Only dark skies that hang above

I call your name, as I walk alone

Send a signal to guide me home

Light the night up, you're my dark star

And now you're falling away 


 Минсоку больно, ему бы свернуться на кровати, воя в подушку от боли, но он мчится вперёд, в беге стараясь утопить свою боль. Волчьи лапы беззвучно ударяются о промёрзшую землю, ранятся об иголки холода, но несут вперёд. Потому что замри он на минуту, его вывернет наизнанку от боли.


 Боль ширится, ползёт, с каждым ударом сердца расползается ядом под кожей. Минсоку кажется, что он отчётливо слышит, как рвутся нити их связи. Он давится стылым воздухом, припадает на передние лапы, борется с желанием упасть и больше никогда не встать, с трудом поднимается и бежит дальше. Каждый шаг — боль. Каждое мгновение — боль. Каждый вдох — боль.


 Но лучше бег, почти что побег от себя самого. В ушах молоточками стучит кровь, волчье сердце ритмично бьётся, перегоняя кровь, лишь в мгновения, когда рвётся очередная нить, сердце даёт сбой, замирает на мгновение, на краткий миг. Но Минсок думает, что это всё.


 Кажется, что когда Нить окончательно разорвётся, он умрёт, просто перестанет быть. Не обязательно произойдёт именно такое, просто он потеряет Нить навсегда, но не умрёт. Но Минсоку кажется, что именно смерть придёт за ним, что сердце остановится и никогда больше он не поднимет янтарные глаза к небу.
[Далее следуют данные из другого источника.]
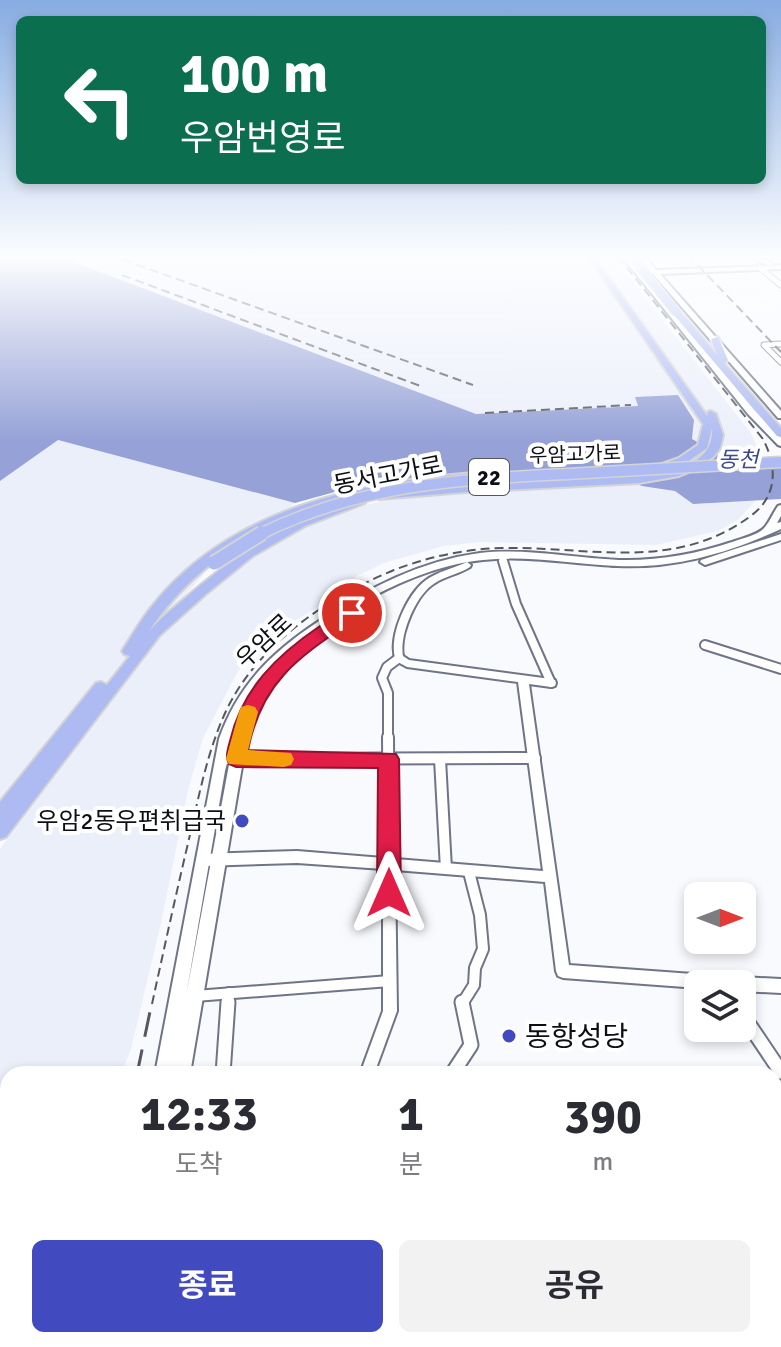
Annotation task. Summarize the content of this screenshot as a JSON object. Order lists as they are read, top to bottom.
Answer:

 Ни один удар сердца не нарушит биением тишины, ни вздоха, ни всхлипа. Тело укроют снежинки, путаясь в густом серебристо-сером мехе и тая поначалу. Дыхание остановится, заиндевеет пар на некогда горячей пасти, холод скуёт тело, погребая под миллионами хрупких снежинок, укрывая от взора предвечной луны, пряча навсегда от невзгод, топя в вечности.


 Скрученная из тысяч ниточек потоньше их общая Нить походит на рвущийся трос, удерживающий мосты. С каждым часом одна из тысяч ниточек рвётся, отдаваясь болью и ужасом в сердце Минсока. В этот момент он цепенеет, не в силах продолжать бег, и беспомощно смотрит в стремительно светлеющее небо, не сдерживая крика-воя.


 Раньше напоминающая крепкий металлический витой трос, неоново-голубая Нить сейчас походит на обугленную прядь кручёной проволоки, истончилась даже не вдвое, ещё тоньше, того и гляди разорвётся одним махом. И каждая разорванная ниточка, раньше светившаяся голубым с тёмно-синей серединкой на срыве, сейчас словно обуглилась, тронь пальцем — рассыплется в пыль.


 Половинка души нужна, чтобы почувствовать себя целым. Но мир меняется, мало кому нужна целостность. Нужны деньги, связи, удовольствие, что угодно. И люди переживают спокойно, так и не повстречав свою половинку или глотая психотропные препараты, пока рвутся связующие нити, а потом живут себе дальше.


 Волки всегда были преданнее, выбирали одного и любили до конца жизни. Но мир меняется, и законы волков тоже, они скатились в совершеннейшую дикость, будто никогда не было веков выбора пары по связующим нитям. Да, таких пар всегда было немного, но никто не мог попрать выбор судьбы. Теперь же неважно, с кем связуют нити, важно — что ты должен сделать для стаи.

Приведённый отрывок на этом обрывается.